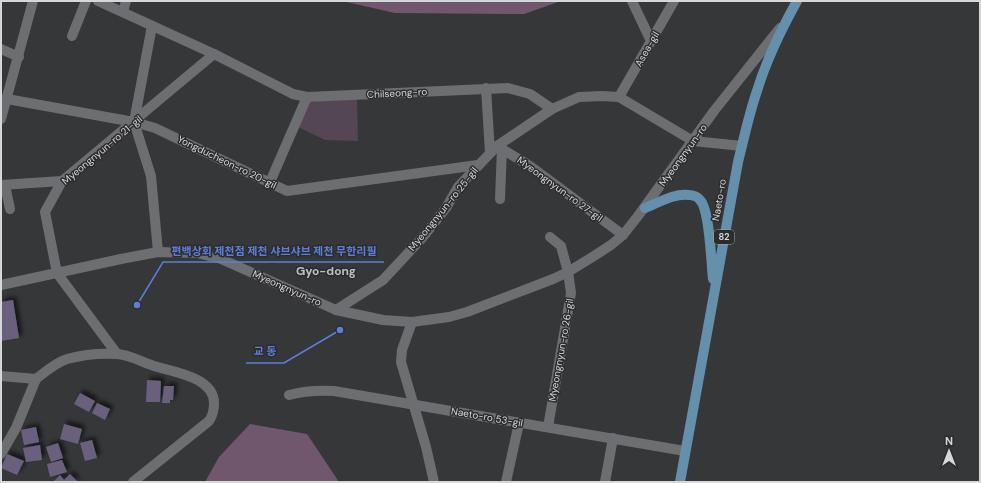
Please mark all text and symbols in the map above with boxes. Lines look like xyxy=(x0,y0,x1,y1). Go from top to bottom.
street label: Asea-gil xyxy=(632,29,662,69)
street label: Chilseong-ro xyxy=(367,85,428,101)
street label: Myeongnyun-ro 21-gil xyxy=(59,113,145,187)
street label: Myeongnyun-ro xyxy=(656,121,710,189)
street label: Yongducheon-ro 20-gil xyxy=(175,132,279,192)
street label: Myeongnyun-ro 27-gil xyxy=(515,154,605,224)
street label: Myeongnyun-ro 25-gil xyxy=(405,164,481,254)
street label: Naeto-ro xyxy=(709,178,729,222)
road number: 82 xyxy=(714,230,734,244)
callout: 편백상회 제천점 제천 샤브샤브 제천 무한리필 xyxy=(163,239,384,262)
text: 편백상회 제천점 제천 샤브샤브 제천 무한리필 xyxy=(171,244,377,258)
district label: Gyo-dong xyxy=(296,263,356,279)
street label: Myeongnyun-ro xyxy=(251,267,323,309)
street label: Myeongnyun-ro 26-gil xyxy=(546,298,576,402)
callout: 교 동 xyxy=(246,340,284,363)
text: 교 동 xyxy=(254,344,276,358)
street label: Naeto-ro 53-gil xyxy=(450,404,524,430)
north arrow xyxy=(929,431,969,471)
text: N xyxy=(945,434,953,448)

» Aim of the exercise
Write out each line of the data exactly; the images should be left out.

» Output below
Please mark all text and symbols in the map above with boxes. Lines look like xyxy=(x0,y0,x1,y1). Go from top to bottom.
street label: Asea-gil xyxy=(632,29,662,69)
street label: Chilseong-ro xyxy=(367,85,428,101)
street label: Myeongnyun-ro 21-gil xyxy=(59,113,145,187)
street label: Myeongnyun-ro xyxy=(656,121,710,189)
street label: Yongducheon-ro 20-gil xyxy=(175,132,279,192)
street label: Myeongnyun-ro 27-gil xyxy=(515,154,605,224)
street label: Myeongnyun-ro 25-gil xyxy=(405,164,481,254)
street label: Naeto-ro xyxy=(709,178,729,222)
road number: 82 xyxy=(714,230,734,244)
callout: 편백상회 제천점 제천 샤브샤브 제천 무한리필 xyxy=(163,239,384,262)
text: 편백상회 제천점 제천 샤브샤브 제천 무한리필 xyxy=(171,244,377,258)
district label: Gyo-dong xyxy=(296,263,356,279)
street label: Myeongnyun-ro xyxy=(251,267,323,309)
street label: Myeongnyun-ro 26-gil xyxy=(546,298,576,402)
callout: 교 동 xyxy=(246,340,284,363)
text: 교 동 xyxy=(254,344,276,358)
street label: Naeto-ro 53-gil xyxy=(450,404,524,430)
north arrow xyxy=(929,431,969,471)
text: N xyxy=(945,434,953,448)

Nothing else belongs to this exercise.